March 3, 2015 — Drug resistance is a major public health challenge for malaria treatment and eradication. In new research, Dyann Wirth and colleagues have found new ways that the parasite that causes malaria—Plasmodium falciparum—is able to develop resistance to the antimalarial drug halofuginone over time.
It’s been known that P. falciparum develops resistance to antimalarial drugs through genetic mechanisms. Your new research uncovered a new model of how the malaria parasite can also develop resistance through non-genetic means. How did you and your colleagues discover this?
Jonathan Herman, an MD/PhD student in my lab, became interested in understanding the process by which an organism goes from being sensitive to a drug to being resistant. In the past we’d looked at the endpoint—the point at which the organism had already become resistant—but we never followed the organism’s path over time, over generations, to see how resistance developed. Using DNA sequencing, Jon characterized the features of a malaria parasite population over several generations. He essentially ‘followed’ evolution in the test tube.

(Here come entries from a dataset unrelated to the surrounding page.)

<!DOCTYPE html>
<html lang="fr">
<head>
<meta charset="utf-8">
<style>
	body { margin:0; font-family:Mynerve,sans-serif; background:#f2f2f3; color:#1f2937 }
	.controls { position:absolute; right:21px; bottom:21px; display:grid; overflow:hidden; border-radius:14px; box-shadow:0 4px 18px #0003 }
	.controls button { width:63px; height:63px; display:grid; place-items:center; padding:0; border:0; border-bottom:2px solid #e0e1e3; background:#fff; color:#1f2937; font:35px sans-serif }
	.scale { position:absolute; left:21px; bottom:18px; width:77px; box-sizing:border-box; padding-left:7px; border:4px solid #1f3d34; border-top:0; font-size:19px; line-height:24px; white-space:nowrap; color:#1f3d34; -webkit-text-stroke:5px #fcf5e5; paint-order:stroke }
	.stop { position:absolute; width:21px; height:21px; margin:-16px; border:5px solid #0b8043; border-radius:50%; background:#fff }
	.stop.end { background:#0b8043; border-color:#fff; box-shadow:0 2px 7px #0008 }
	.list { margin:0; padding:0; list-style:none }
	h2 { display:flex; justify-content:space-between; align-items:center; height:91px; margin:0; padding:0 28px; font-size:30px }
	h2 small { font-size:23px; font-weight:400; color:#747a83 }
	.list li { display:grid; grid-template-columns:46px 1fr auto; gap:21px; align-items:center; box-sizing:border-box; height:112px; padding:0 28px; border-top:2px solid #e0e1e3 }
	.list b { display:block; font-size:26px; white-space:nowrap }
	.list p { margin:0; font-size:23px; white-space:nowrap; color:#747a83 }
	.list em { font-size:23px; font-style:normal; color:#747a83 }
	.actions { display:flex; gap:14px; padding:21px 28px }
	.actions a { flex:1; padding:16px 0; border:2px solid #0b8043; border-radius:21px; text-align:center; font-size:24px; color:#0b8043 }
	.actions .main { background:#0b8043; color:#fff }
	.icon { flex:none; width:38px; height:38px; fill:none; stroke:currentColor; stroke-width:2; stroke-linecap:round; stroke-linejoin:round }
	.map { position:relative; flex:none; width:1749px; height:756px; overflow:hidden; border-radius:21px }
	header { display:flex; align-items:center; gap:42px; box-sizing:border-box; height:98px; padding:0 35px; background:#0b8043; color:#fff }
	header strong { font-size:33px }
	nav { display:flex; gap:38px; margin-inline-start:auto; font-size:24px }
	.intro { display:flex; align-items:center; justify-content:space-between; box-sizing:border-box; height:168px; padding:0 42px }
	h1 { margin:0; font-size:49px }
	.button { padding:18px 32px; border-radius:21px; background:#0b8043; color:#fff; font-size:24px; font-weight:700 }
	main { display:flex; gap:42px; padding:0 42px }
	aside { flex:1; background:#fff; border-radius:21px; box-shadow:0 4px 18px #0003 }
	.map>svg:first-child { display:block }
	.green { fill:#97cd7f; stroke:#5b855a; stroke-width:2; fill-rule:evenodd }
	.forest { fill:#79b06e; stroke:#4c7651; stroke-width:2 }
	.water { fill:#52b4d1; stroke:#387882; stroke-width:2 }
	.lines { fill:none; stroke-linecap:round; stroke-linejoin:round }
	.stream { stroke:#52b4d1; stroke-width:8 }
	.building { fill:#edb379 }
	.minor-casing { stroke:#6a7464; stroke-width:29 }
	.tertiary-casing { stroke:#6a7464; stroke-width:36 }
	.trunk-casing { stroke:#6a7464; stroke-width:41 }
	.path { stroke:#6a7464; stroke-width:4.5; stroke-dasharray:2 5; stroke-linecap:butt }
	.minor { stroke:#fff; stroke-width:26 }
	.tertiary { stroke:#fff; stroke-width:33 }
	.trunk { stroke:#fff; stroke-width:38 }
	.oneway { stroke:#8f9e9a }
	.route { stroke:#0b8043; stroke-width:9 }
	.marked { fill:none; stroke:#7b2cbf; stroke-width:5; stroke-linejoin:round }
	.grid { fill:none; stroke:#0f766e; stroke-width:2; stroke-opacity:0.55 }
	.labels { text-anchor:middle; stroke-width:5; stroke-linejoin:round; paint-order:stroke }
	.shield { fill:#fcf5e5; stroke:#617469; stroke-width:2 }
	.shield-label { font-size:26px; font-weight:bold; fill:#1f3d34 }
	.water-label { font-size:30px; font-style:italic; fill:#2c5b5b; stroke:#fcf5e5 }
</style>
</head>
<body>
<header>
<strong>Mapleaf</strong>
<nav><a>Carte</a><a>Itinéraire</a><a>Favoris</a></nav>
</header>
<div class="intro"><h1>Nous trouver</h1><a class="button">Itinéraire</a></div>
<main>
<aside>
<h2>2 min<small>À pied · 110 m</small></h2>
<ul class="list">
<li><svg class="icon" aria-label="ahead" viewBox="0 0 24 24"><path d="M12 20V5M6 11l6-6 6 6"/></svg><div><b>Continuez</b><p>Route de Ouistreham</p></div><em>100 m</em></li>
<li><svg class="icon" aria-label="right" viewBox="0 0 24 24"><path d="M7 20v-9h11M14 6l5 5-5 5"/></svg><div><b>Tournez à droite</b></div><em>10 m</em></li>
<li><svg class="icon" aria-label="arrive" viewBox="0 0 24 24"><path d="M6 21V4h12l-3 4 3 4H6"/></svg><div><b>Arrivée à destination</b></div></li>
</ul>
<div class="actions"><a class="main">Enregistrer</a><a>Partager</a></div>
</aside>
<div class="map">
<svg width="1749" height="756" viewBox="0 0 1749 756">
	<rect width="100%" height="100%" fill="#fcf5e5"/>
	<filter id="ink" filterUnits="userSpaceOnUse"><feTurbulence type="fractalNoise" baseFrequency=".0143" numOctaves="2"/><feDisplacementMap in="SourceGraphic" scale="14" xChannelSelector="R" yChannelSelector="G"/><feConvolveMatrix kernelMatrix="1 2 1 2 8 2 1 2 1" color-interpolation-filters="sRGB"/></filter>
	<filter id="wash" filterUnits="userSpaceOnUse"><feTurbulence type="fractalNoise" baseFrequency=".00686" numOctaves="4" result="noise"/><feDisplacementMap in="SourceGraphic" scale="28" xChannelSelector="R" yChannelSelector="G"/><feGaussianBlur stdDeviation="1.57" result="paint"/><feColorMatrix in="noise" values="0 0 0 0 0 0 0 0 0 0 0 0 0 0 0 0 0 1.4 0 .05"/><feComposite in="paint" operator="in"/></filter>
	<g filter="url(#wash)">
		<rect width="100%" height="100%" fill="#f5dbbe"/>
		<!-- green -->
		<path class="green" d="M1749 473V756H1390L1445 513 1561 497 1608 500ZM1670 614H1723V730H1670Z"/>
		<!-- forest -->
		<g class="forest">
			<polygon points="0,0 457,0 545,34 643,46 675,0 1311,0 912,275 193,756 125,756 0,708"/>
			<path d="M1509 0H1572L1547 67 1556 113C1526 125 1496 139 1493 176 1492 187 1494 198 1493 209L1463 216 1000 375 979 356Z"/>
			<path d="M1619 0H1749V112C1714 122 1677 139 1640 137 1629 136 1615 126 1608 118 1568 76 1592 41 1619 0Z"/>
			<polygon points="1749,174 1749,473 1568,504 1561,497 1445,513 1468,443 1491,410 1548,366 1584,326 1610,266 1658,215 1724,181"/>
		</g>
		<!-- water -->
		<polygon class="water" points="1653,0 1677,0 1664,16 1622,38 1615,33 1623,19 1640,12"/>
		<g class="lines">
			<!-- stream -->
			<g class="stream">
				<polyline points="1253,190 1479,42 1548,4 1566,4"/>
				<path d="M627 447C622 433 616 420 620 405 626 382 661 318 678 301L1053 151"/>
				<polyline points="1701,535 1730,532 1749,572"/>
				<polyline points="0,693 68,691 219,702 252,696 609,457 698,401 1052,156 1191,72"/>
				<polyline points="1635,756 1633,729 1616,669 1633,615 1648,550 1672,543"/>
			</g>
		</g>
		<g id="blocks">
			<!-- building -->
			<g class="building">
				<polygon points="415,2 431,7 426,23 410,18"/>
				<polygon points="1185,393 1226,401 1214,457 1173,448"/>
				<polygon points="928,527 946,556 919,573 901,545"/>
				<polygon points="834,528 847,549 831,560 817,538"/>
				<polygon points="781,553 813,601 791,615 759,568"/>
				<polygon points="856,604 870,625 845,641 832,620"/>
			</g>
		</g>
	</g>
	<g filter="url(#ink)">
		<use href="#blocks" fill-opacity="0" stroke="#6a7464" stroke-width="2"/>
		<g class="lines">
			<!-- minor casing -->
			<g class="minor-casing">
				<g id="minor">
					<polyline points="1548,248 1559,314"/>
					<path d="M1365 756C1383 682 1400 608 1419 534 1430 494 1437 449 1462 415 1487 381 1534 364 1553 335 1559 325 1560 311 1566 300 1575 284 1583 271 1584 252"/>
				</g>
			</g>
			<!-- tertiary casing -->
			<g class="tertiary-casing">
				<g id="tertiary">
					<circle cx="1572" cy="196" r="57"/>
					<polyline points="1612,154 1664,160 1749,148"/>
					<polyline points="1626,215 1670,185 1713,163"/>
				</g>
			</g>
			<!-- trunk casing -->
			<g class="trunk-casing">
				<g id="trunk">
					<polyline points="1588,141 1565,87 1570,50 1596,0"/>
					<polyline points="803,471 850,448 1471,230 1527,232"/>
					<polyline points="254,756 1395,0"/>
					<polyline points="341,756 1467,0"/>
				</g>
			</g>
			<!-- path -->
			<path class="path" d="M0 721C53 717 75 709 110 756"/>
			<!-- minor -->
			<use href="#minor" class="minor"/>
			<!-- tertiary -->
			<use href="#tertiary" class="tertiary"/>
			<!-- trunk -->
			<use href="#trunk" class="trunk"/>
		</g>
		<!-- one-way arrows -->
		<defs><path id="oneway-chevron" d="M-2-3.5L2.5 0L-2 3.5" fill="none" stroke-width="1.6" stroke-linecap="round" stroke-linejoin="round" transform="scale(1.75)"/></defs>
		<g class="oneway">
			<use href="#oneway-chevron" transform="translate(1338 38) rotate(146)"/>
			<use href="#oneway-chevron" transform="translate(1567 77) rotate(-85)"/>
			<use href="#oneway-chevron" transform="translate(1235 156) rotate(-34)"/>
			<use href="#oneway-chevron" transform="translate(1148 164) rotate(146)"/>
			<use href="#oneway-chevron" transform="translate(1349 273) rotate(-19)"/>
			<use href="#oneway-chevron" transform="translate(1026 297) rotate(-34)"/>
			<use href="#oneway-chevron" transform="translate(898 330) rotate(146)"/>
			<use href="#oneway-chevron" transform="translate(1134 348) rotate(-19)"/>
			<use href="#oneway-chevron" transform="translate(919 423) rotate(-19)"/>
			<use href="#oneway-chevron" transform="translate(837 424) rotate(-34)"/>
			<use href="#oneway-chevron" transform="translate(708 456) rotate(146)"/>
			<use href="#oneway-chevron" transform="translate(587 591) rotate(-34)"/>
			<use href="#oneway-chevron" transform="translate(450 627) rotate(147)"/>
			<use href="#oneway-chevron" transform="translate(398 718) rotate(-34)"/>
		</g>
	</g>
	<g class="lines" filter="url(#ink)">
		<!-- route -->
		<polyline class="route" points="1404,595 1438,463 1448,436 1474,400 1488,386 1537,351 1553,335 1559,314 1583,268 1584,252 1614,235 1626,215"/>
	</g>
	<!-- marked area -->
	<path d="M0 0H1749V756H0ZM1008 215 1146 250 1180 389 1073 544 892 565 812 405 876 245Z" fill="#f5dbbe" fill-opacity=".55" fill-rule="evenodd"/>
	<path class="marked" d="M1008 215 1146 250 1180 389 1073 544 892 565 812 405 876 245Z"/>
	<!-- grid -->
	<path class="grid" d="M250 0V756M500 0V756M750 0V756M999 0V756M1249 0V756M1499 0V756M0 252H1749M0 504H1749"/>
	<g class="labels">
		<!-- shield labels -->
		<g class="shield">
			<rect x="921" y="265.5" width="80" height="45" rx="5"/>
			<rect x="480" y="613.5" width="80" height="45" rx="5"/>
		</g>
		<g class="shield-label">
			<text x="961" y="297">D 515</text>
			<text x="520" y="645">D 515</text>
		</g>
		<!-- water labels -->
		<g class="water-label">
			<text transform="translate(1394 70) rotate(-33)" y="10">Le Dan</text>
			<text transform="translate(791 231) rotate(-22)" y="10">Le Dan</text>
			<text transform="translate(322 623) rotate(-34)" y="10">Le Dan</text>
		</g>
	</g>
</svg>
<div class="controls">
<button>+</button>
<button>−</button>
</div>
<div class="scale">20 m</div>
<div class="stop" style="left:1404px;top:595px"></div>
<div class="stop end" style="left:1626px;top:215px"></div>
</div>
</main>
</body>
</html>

Jon discovered that the mutation that occurs in the malaria parasite—which confers drug resistance—actually wasn’t the first thing that happened. In fact, the first adaption in the parasite was a change in the concentration of an amino acid called proline, which occurred at a much earlier stage in the parasite’s evolutionary process. The parasite floods itself with this amino acid as a way of neutralizing the effect of the drug, in this case, halofuginone. This mechanism showed that an organism can adapt relatively early on to a drug through non-genetic means.
How important is this discovery and how might it affect the development of malaria drugs?
Extremely important, as the mechanism may exist for other drugs as well as for other organisms. We think this is an unexplored area of the emergence of drug resistance that could perhaps give us new avenues to think about better ways of combining drugs to tackle resistance. Now that we know about the activity of this early resistance mechanism, perhaps we can target it with another drug, in tandem with halafuginone, and have a way to hit the parasite in two ways that we would never have thought of doing before.
What’s the next step in this research?
In this particular case, we need to understand more about the mechanism by which the parasite adapts to the drug. But we’re also going to try to look at this same evolutionary process using other classes of antimalarial drugs to see if this is a more general phenomenon. Maybe there’s a class of drugs for which this adaptive response occurs, or perhaps it’s true for all drugs but no one’s ever looked before.